Permitidme un inciso de cara a los despistados. El Club Diógenes es un club de caballeros inventado por Conan Doyle en sus relatos sobre Sherlock Holmes, una especie de paradigma de los típicos clubes intelectuales victorianos que tanto triunfaban en la época, donde los hombres se reunían para hacer determinadas actividades; en este caso, sobre todo para leer tranquilamente sin ser molestados ni siquiera por otros miembros (hablar estaba penado con la expulsión y las mujeres tenían prohibida la entrada). En palabras de Holmes el lugar idóneo para los hombres más insociables.
Por otro lado tenemos a Mycroft Holmes- hermano mayor de Sherlock- que es el cofundador del club, pasando en su despacho la mayor parte del tiempo salvo cuando está trabajando como funcionario en la administración británica. Bien es cierto que en el cómic el aspecto físico de Mycroft no se asemeja al del original.

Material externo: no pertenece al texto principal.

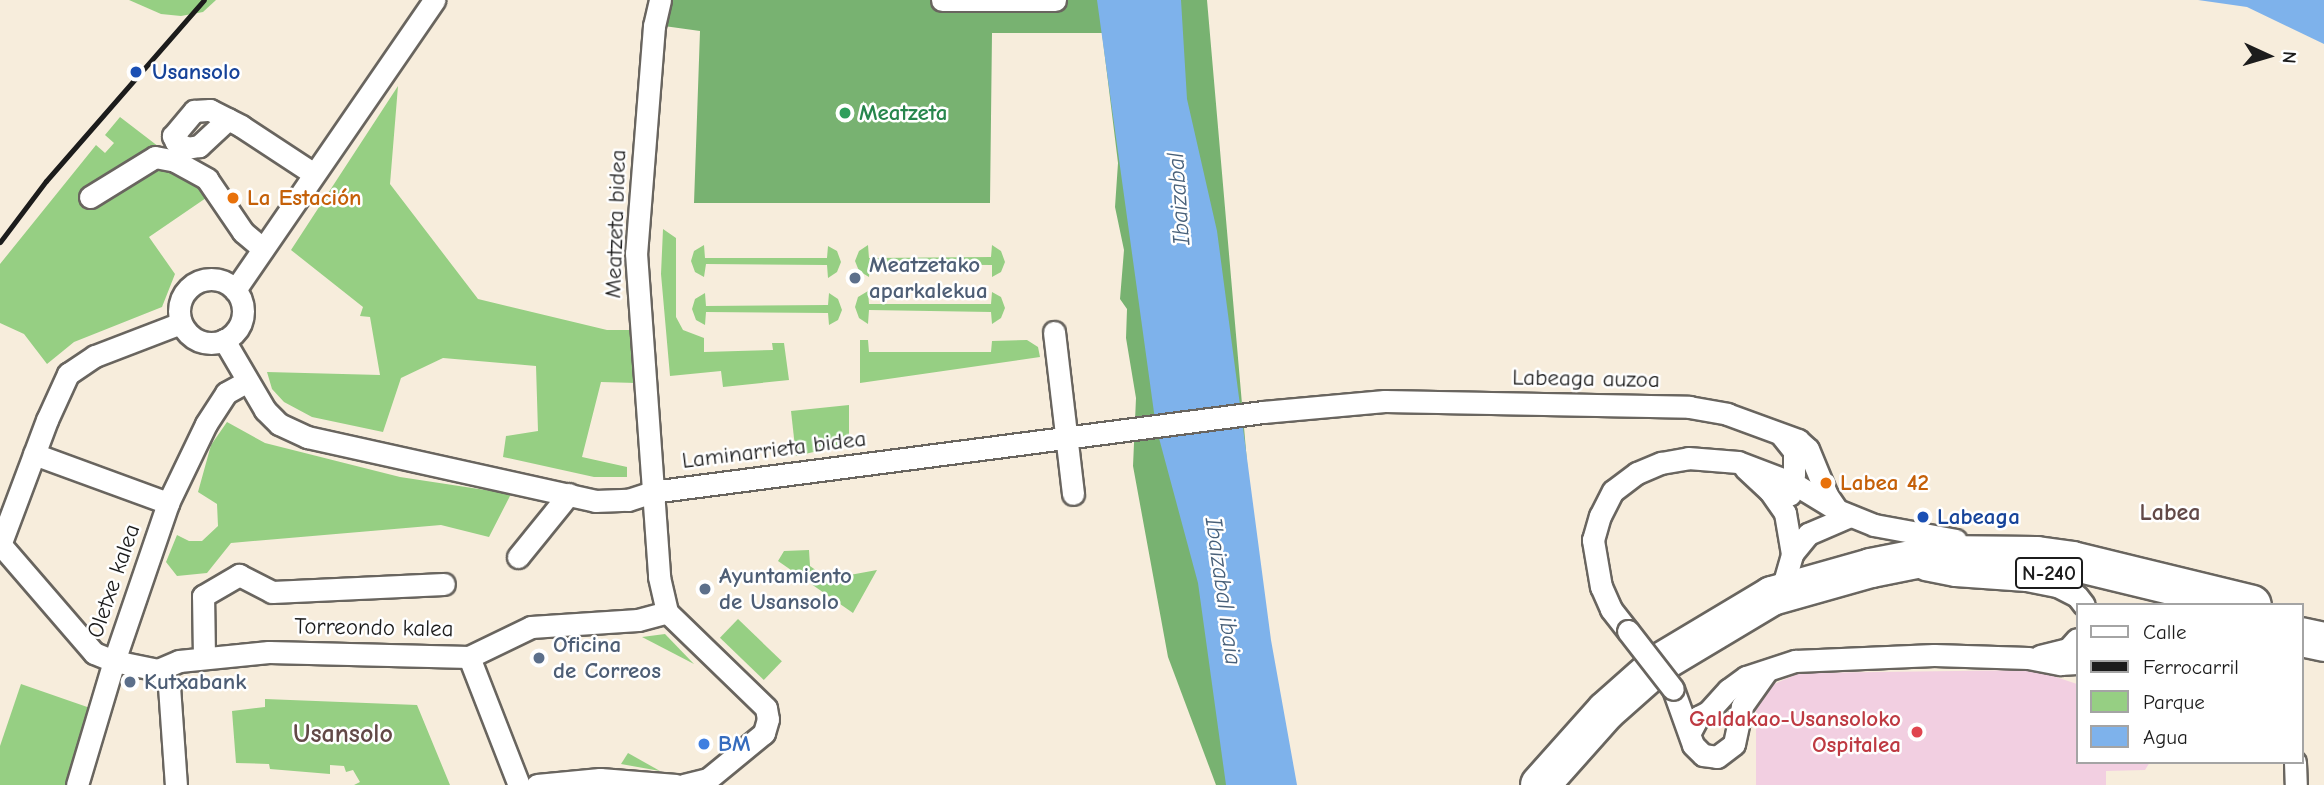 <!DOCTYPE html>
<meta charset="utf-8">
<style>
body{margin:0}
#map{position:relative;width:2324px;height:785px;overflow:hidden;background:#f7eddc;font-family:"Comic Neue",sans-serif}
div>[style]{position:absolute}
[style*='--x']{left:calc(var(--x)*1px);top:calc(var(--y)*1px);width:calc(var(--w)*1px);rotate:calc(var(--a)*1deg)}
.built>*{inset:0;background:#f2cfe1}
.green>*{inset:0;background:#96cf83;transform-origin:0 0}
.forest>*{inset:0;background:#78b271}
.water>*{inset:0;background:#7eb2eb}
.roads{filter:drop-shadow(2px 0 #69655f) drop-shadow(-2px 0 #69655f) drop-shadow(0 2px #69655f) drop-shadow(0 -2px #69655f)}
.street>*{height:21px;margin:-10.5px;padding:0 10.5px;transform-origin:10.5px;border-radius:10.5px;background:#fff}
.street>.ring{margin:-10.5px;padding:0;box-sizing:content-box;background:none;border:21px solid #fff;border-radius:50%}
.highway>*{height:38px;margin:-19px;padding:0 19px;transform-origin:19px;border-radius:19px;background:#fff}
.rail>*{height:5px;margin:-2.5px;padding:0 2.5px;transform-origin:2.5px;border-radius:2.5px;background:#1c1c1c}
.bridges{filter:drop-shadow(2px 0 #69655f) drop-shadow(-2px 0 #69655f) drop-shadow(0 2px #69655f) drop-shadow(0 -2px #69655f)}
.street-bridge>*{height:21px;margin:-10.5px;padding:0 10.5px;transform-origin:10.5px;border-radius:10.5px;background:#fff}
.dots>*{width:19px;height:19px;translate:-50% -50%;box-sizing:border-box;border:4px solid #fff;border-radius:50%}
span{translate:-50% -50%;white-space:nowrap;text-align:center;line-height:1.15;-webkit-text-stroke:5px #fff;paint-order:stroke}
.shield-label span{padding:2px 5px;background:#fff;border:2px solid;border-radius:5px;-webkit-text-stroke-width:0}
.shield-label{font-size:21px;color:#1c1c1c;font-weight:700}
.transit-label{font-size:23px;color:#164399;font-weight:700}
.left{translate:0 -50%;text-align:left}
.leisure-label{font-size:23px;color:#27864d;font-weight:700}
.food-label{font-size:23px;color:#c56008;font-weight:700}
.street-label{font-size:23px;color:#1c1c1c}
.service-label{font-size:23px;color:#4e5e75;font-weight:700}
.health-label{font-size:23px;color:#be3a42;font-weight:700}
.right{translate:-100% -50%;text-align:right}
.shop-label{font-size:23px;color:#366cbe;font-weight:700}
.water-label{font-size:24px;color:#486079;font-style:italic}
.neighbourhood-label{font-size:24px;color:#624947;font-weight:700}
.quarter-label{font-size:26px;color:#624947;font-weight:700}
.legend{position:absolute;left:2076px;top:603px;width:228px;height:161px;box-sizing:border-box;background:#fff;border:2px solid #a4a4a4;margin:0;padding:9px 12px;list-style:none;font-size:21px;color:#1c1c1c}
.legend li{display:flex;align-items:center;gap:14px;height:35px}
.legend b{width:35px;border:2px solid #a4a4a4}
.north{position:absolute;left:2233px;top:21px;width:70px;height:70px;-webkit-text-stroke:5px #fff;paint-order:stroke;rotate:94deg;font-size:19px;font-weight:700;line-height:28px;text-align:center;color:#1c1c1c}
.north::after{content:'';display:block;margin:auto;width:24px;height:32px;background:#1c1c1c;clip-path:polygon(50% 0,100% 100%,50% 72%,0 100%)}
</style>
<div id="map">
<div class="built">
<i style="clip-path:polygon(2035px 670px,2077px 684px,2077px 762px,2150px 762px,2145px 770px,2106px 771px,2106px 785px,1756px 785px,1756px 701px,1767px 687px,1800px 673px)"></i>
</div>
<div class="green">
<i style="clip-path:polygon(129px 0,216px 0,203px 12px,181px 16px,161px 14px)"></i>
<i style="clip-path:polygon(398px 86px,390px 184px,478px 299px,607px 330px,633px 330px,636px 383px,601px 382px,582px 457px,627px 467px,627px 477px,594px 477px,503px 457px,506px 436px,538px 431px,536px 366px,443px 358px,401px 378px,383px 432px,312px 417px,284px 402px,272px 389px,267px 372px,380px 375px,370px 317px,360px 316px,363px 307px,291px 250px)"></i>
<i style="clip-path:polygon(120px 117px,193px 173px,206px 198px,149px 237px,175px 274px,162px 307px,74px 342px,47px 364px,24px 334px,0 323px,0 264px,96px 145px,105px 153px,114px 143px,105px 135px)"></i>
<i style="clip-path:polygon(663px 229px,676px 238px,676px 317px,683px 330px,704px 338px,704px 352px,773px 350px,772px 343px,784px 343px,789px 380px,723px 387px,721px 371px,670px 376px,661px 274px)"></i>
<i style="clip-path:polygon(704px 245px,705px 258px,827px 258px,828px 246px,837px 251px,841px 262px,837px 272px,828px 278px,827px 265px,706px 264px,704px 277px,695px 272px,691px 261px,694px 251px)"></i>
<i style="clip-path:polygon(868px 245px,869px 258px,991px 257px,992px 245px,1001px 251px,1005px 262px,1001px 272px,992px 277px,992px 265px,870px 264px,869px 277px,859px 271px,855px 261px,859px 251px)"></i>
<i style="clip-path:polygon(868px 291px,869px 304px,991px 304px,992px 292px,1001px 297px,1005px 308px,1001px 318px,992px 324px,991px 312px,869px 310px,868px 324px,859px 318px,855px 307px,858px 297px)"></i>
<i style="clip-path:polygon(705px 293px,706px 306px,828px 305px,829px 293px,838px 299px,842px 310px,838px 320px,829px 325px,828px 313px,706px 312px,705px 325px,696px 320px,692px 309px,695px 299px)"></i>
<i style="clip-path:polygon(860px 340px,868px 340px,869px 352px,991px 352px,992px 341px,1027px 340px,1038px 347px,1040px 357px,860px 383px)"></i>
<i style="clip-path:polygon(849px 405px,849px 444px,796px 456px,791px 411px)"></i>
<i style="clip-path:polygon(227px 422px,265px 443px,400px 477px,511px 494px,489px 537px,441px 525px,231px 543px,207px 573px,177px 576px,166px 562px,177px 535px,189px 541px,202px 541px,218px 526px,217px 504px,198px 492px,211px 445px)"></i>
<i style="clip-path:polygon(809px 550px,810px 566px,828px 579px,877px 570px,853px 613px,778px 561px,784px 551px)"></i>
<i style="left:738px;top:619px;width:61px;height:26px;rotate:44deg"></i>
<i style="clip-path:polygon(665px 634px,694px 664px,642px 637px)"></i>
<i style="clip-path:polygon(21px 684px,93px 709px,72px 785px,0 785px,0 746px)"></i>
<i style="clip-path:polygon(265px 699px,417px 705px,450px 785px,354px 785px,360px 782px,353px 770px,346px 772px,344px 766px,330px 765px,330px 774px,270px 769px,269px 764px,236px 763px,232px 711px,265px 707px)"></i>
<i style="clip-path:polygon(628px 753px,660px 771px,621px 764px)"></i>
</div>
<div class="forest">
<i style="clip-path:polygon(669px 0,1207px 0,1275px 785px,1216px 785px,1168px 657px,1133px 466px,1136px 398px,1126px 338px,1127px 309px,1120px 299px,1124px 250px,1115px 207px,1118px 163px,1102px 33px,992px 33px,990px 203px,694px 203px,700px 31px,664px 26px)"></i>
</div>
<div class="water">
<i style="clip-path:polygon(1097px 0,1181px 0,1187px 99px,1217px 231px,1271px 640px,1297px 785px,1226px 785px,1198px 583px,1156px 427px)"></i>
<i style="clip-path:polygon(2198px 0,2324px 0,2324px 44px,2247px 7px)"></i>
</div>
<div class="roads">
<div class="street">
<i style="--x:660;--y:0;--w:27;--a:103"></i>
<i style="--x:654;--y:26;--w:228;--a:94.5"></i>
<i style="--x:636;--y:253;--w:325;--a:85.9"></i>
<i style="--x:659;--y:577;--w:36;--a:77"></i>
<i style="--x:667;--y:612;--w:138;--a:44.1"></i>
<i style="--x:766;--y:708;--w:11;--a:80"></i>
<i style="--x:768;--y:719;--w:15;--a:106"></i>
<i style="--x:764;--y:733;--w:72;--a:140.6"></i>
<i style="--x:708;--y:779;--w:25;--a:166"></i>
<i style="--x:942;--y:0;--w:113;--a:0"></i>
<i style="--x:228;--y:119;--w:40;--a:137"></i>
<i style="--x:199;--y:146;--w:12;--a:171"></i>
<i style="--x:187;--y:148;--w:13;--a:-151"></i>
<i style="--x:176;--y:142;--w:7;--a:-117"></i>
<i style="--x:173;--y:136;--w:33;--a:-50"></i>
<i style="--x:194;--y:111;--w:16;--a:-4"></i>
<i style="--x:210;--y:110;--w:35;--a:27"></i>
<i style="--x:241;--y:126;--w:87;--a:33.3"></i>
<i style="--x:90;--y:197;--w:76;--a:-31.6"></i>
<i style="--x:155;--y:157;--w:20;--a:11"></i>
<i style="--x:175;--y:161;--w:37;--a:29"></i>
<i style="--x:207;--y:179;--w:64;--a:55.8"></i>
<i style="--x:243;--y:232;--w:26;--a:40"></i>
<i class="ring" style="left:179px;top:279px;width:43px;height:43px"></i>
<i style="--x:235;--y:290;--w:352;--a:-55.5"></i>
<i style="--x:1054;--y:332;--w:163;--a:83.3"></i>
<i style="--x:224;--y:340;--w:81;--a:59.6"></i>
<i style="--x:265;--y:410;--w:20;--a:45"></i>
<i style="--x:279;--y:424;--w:31;--a:25"></i>
<i style="--x:307;--y:437;--w:295;--a:12.5"></i>
<i style="--x:595;--y:501;--w:33;--a:-2"></i>
<i style="--x:628;--y:500;--w:25;--a:-18"></i>
<i style="--x:652;--y:492;--w:616;--a:-7.46"></i>
<i style="--x:1263;--y:412;--w:122;--a:-5.2"></i>
<i style="--x:1385;--y:401;--w:304;--a:1.1"></i>
<i style="--x:1689;--y:407;--w:39;--a:10"></i>
<i style="--x:1727;--y:414;--w:76;--a:20.1"></i>
<i style="--x:1798;--y:440;--w:13;--a:42"></i>
<i style="--x:1808;--y:449;--w:50;--a:67.6"></i>
<i style="--x:1827;--y:495;--w:18;--a:56"></i>
<i style="--x:1781;--y:435;--w:21;--a:51"></i>
<i style="--x:1794;--y:451;--w:23;--a:90"></i>
<i style="--x:1794;--y:474;--w:21;--a:101"></i>
<i style="--x:34;--y:454;--w:143;--a:20.1"></i>
<i style="--x:1745;--y:468;--w:33;--a:43"></i>
<i style="--x:1769;--y:490;--w:28;--a:55"></i>
<i style="--x:1785;--y:513;--w:42;--a:80.3"></i>
<i style="--x:0;--y:544;--w:144;--a:49.2"></i>
<i style="--x:94;--y:653;--w:22;--a:22"></i>
<i style="--x:114;--y:661;--w:45;--a:11.6"></i>
<i style="--x:158;--y:670;--w:19;--a:55"></i>
<i style="--x:169;--y:686;--w:99;--a:86"></i>
<i style="--x:0;--y:545;--w:134;--a:-69.4"></i>
<i style="--x:47;--y:420;--w:51;--a:-65.5"></i>
<i style="--x:68;--y:374;--w:32;--a:-34"></i>
<i style="--x:95;--y:356;--w:92;--a:-21"></i>
<i style="--x:518;--y:557;--w:81;--a:-51"></i>
<i style="--x:1924;--y:569;--w:32;--a:11"></i>
<i style="--x:1955;--y:575;--w:71;--a:4"></i>
<i style="--x:2026;--y:580;--w:32;--a:11"></i>
<i style="--x:2057;--y:586;--w:22;--a:27"></i>
<i style="--x:2077;--y:596;--w:11;--a:52"></i>
<i style="--x:1774;--y:595;--w:19;--a:-55"></i>
<i style="--x:1785;--y:579;--w:26;--a:-74"></i>
<i style="--x:1792;--y:554;--w:26;--a:-51"></i>
<i style="--x:1808;--y:534;--w:46;--a:-23.2"></i>
<i style="--x:1628;--y:631;--w:28;--a:-128"></i>
<i style="--x:1611;--y:609;--w:24;--a:-114"></i>
<i style="--x:1601;--y:587;--w:48;--a:-99.7"></i>
<i style="--x:1593;--y:540;--w:25;--a:-74"></i>
<i style="--x:1600;--y:516;--w:28;--a:-63"></i>
<i style="--x:1613;--y:491;--w:30;--a:-37"></i>
<i style="--x:1637;--y:473;--w:26;--a:-23"></i>
<i style="--x:1661;--y:463;--w:27;--a:-10"></i>
<i style="--x:1688;--y:458;--w:50;--a:4.6"></i>
<i style="--x:1738;--y:462;--w:59;--a:20.9"></i>
<i style="--x:1793;--y:483;--w:52;--a:31.5"></i>
<i style="--x:1837;--y:510;--w:40;--a:22"></i>
<i style="--x:1874;--y:525;--w:83;--a:10.4"></i>
<i style="--x:2040;--y:656;--w:29;--a:-14"></i>
<i style="--x:2068;--y:649;--w:13;--a:-48"></i>
<i style="--x:204;--y:657;--w:61;--a:-90.9"></i>
<i style="--x:203;--y:596;--w:42;--a:-30.3"></i>
<i style="--x:239;--y:575;--w:37;--a:27"></i>
<i style="--x:272;--y:592;--w:172;--a:-2.7"></i>
<i style="--x:469;--y:657;--w:137;--a:68.7"></i>
<i style="--x:158;--y:670;--w:23;--a:-23"></i>
<i style="--x:179;--y:661;--w:90;--a:-5.7"></i>
<i style="--x:269;--y:652;--w:200;--a:1.4"></i>
<i style="--x:469;--y:657;--w:69;--a:-25.8"></i>
<i style="--x:531;--y:627;--w:107;--a:-3.7"></i>
<i style="--x:638;--y:620;--w:30;--a:-15"></i>
<i style="--x:1673;--y:689;--w:59;--a:70.3"></i>
<i style="--x:1693;--y:745;--w:14;--a:45"></i>
<i style="--x:1703;--y:755;--w:14;--a:8"></i>
<i style="--x:1717;--y:757;--w:21;--a:-37"></i>
<i style="--x:1734;--y:744;--w:39;--a:-78"></i>
<i style="--x:1742;--y:706;--w:42;--a:-54.8"></i>
<i style="--x:1690;--y:732;--w:17;--a:-62"></i>
<i style="--x:1698;--y:717;--w:11;--a:-27"></i>
<i style="--x:1708;--y:712;--w:30;--a:-48"></i>
<i style="--x:1728;--y:690;--w:22;--a:-36"></i>
<i style="--x:1746;--y:677;--w:52;--a:-18.1"></i>
<i style="--x:1795;--y:661;--w:139;--a:-2.5"></i>
<i style="--x:1934;--y:655;--w:94;--a:1.8"></i>
<i style="--x:2028;--y:658;--w:33;--a:11"></i>
<i style="--x:2060;--y:664;--w:17;--a:-3"></i>
<i style="--x:2295;--y:762;--w:23;--a:88"></i>
<i style="--x:77;--y:785;--w:129;--a:-73.4"></i>
<i style="--x:114;--y:661;--w:167;--a:-71.1"></i>
<i style="--x:168;--y:503;--w:88;--a:-64.3"></i>
<i style="--x:206;--y:424;--w:37;--a:-57"></i>
<i style="--x:226;--y:393;--w:23;--a:-29"></i>
<i style="--x:537;--y:785;--w:63;--a:-5.4"></i>
<i style="--x:600;--y:779;--w:76;--a:4.5"></i>
</div>
<div class="highway">
<i style="--x:2301;--y:637;--w:24;--a:12"></i>
<i style="--x:1540;--y:785;--w:99;--a:-48.3"></i>
<i style="--x:1606;--y:711;--w:72;--a:-41.6"></i>
<i style="--x:1660;--y:663;--w:131;--a:-30.9"></i>
<i style="--x:1772;--y:596;--w:103;--a:-15.8"></i>
<i style="--x:1871;--y:568;--w:66;--a:-11.3"></i>
<i style="--x:1936;--y:555;--w:101;--a:0.6"></i>
<i style="--x:2037;--y:556;--w:35;--a:8"></i>
<i style="--x:2072;--y:561;--w:185;--a:13.7"></i>
</div>
</div>
<div class="rail">
<i style="--x:0;--y:242;--w:76;--a:-53"></i>
<i style="--x:46;--y:181;--w:240;--a:-48.9"></i>
</div>
<div class="bridges">
<div class="street-bridge">
<i style="--x:1628;--y:631;--w:73;--a:52.2"></i>
</div>
</div>
<div class="dots">
<i style="left:136px;top:72px;background:#1a4fb4"></i>
<i style="left:845px;top:113px;background:#2e9e5b"></i>
<i style="left:233px;top:198px;background:#e8710a"></i>
<i style="left:855px;top:278px;background:#5c6f8a"></i>
<i style="left:1826px;top:483px;background:#e8710a"></i>
<i style="left:1923px;top:517px;background:#1a4fb4"></i>
<i style="left:705px;top:589px;background:#5c6f8a"></i>
<i style="left:539px;top:658px;background:#5c6f8a"></i>
<i style="left:130px;top:682px;background:#5c6f8a"></i>
<i style="left:1917px;top:732px;background:#e0444e"></i>
<i style="left:704px;top:744px;background:#3f7fe0"></i>
</div>
<div class="shield-label">
<span style="left:2049px;top:573px">N-240</span>
</div>
<div class="transit-label">
<span class="left" style="left:152px;top:72px">Usansolo</span>
<span class="left" style="left:1937px;top:517px">Labeaga</span>
</div>
<div class="leisure-label">
<span class="left" style="left:859px;top:113px">Meatzeta</span>
</div>
<div class="food-label">
<span class="left" style="left:247px;top:198px">La Estación</span>
<span class="left" style="left:1840px;top:483px">Labea 42</span>
</div>
<div class="street-label">
<span style="left:616px;top:224px;rotate:-88deg">Meatzeta bidea</span>
<span style="left:1586px;top:379px;rotate:1deg">Labeaga auzoa</span>
<span style="left:774px;top:450px;rotate:-7deg">Laminarrieta bidea</span>
<span style="left:114px;top:581px;rotate:-71deg">Oletxe kalea</span>
<span style="left:374px;top:628px;rotate:1deg">Torreondo kalea</span>
</div>
<div class="service-label">
<span class="left" style="left:869px;top:278px">Meatzetako<br>aparkalekua</span>
<span class="left" style="left:719px;top:589px">Ayuntamiento<br>de Usansolo</span>
<span class="left" style="left:553px;top:658px">Oficina<br>de Correos</span>
<span class="left" style="left:144px;top:682px">Kutxabank</span>
</div>
<div class="health-label">
<span class="right" style="left:1901px;top:732px">Galdakao-Usansoloko<br>Ospitalea</span>
</div>
<div class="shop-label">
<span class="left" style="left:718px;top:744px">BM</span>
</div>
<div class="water-label">
<span style="left:1179px;top:199px;rotate:-94deg">Ibaizabal</span>
<span style="left:1223px;top:591px;rotate:82deg">Ibaizabal ibaia</span>
</div>
<div class="neighbourhood-label">
<span style="left:2170px;top:513px">Labea</span>
</div>
<div class="quarter-label">
<span style="left:343px;top:735px">Usansolo</span>
</div>
<ul class="legend">
<li><b style="height:9px;background:#fff"></b>Calle</li>
<li><b style="height:9px;background:#1c1c1c"></b>Ferrocarril</li>
<li><b style="height:19px;background:#96cf83"></b>Parque</li>
<li><b style="height:19px;background:#7eb2eb"></b>Agua</li>
</ul>
<div class="north">N</div>
</div>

Dicho este mínimo para situarnos resulta que aquí el club trabaja estrechamente con el gobierno - algo que nunca se confirma en las obras de Doyle, pero otros autores apuntan a tal hecho y resulta muy probable que así sea - e informa al Sr. Soames de que un asesino, bautizado como Spring-Heeled Jack - en adelante sólo Jack - está cometiendo auténticas carnicerías en la ciudad. Se nos deja más que claro que el Diógenes sabe o intuye algo de la auténtica naturaleza de Jack aunque no se lo comentan a Soames. Él solito se dará cuenta de a qué se está enfrentando en realidad cuando un superviviente de un ataque se refiere al asesino como Rakshasa - palabra hindú que hace alusión a demonios devoradores de carne - pues Soames se enfrentó a uno de ellos en el pasado.
Soames será puesto al día de la situación por el inspector de Scotland Yard Lestrade, también viejo conocido de los que somos amantes de las aventuras de Holmes.


El segundo número mostrará exclusivamente la preparación de Soames de cara a enfrentarse con el Depredador y, por supuesto, el desenlace de dicho enfrentamiento. 




La historia se me ha hecho muy entretenida y está bien repartida entre los dos números, no hay mucho texto, sólo lo justo y suficiente, para su presentación. 
Tanto el dibujo como el color han sido de mi agrado, resultando bastante bonito, aunque por supuesto y tal como les pasa a muchos de estos cómics, el transcurrir de la historia y el desenlace son muy predecibles al partir de la base de las películas.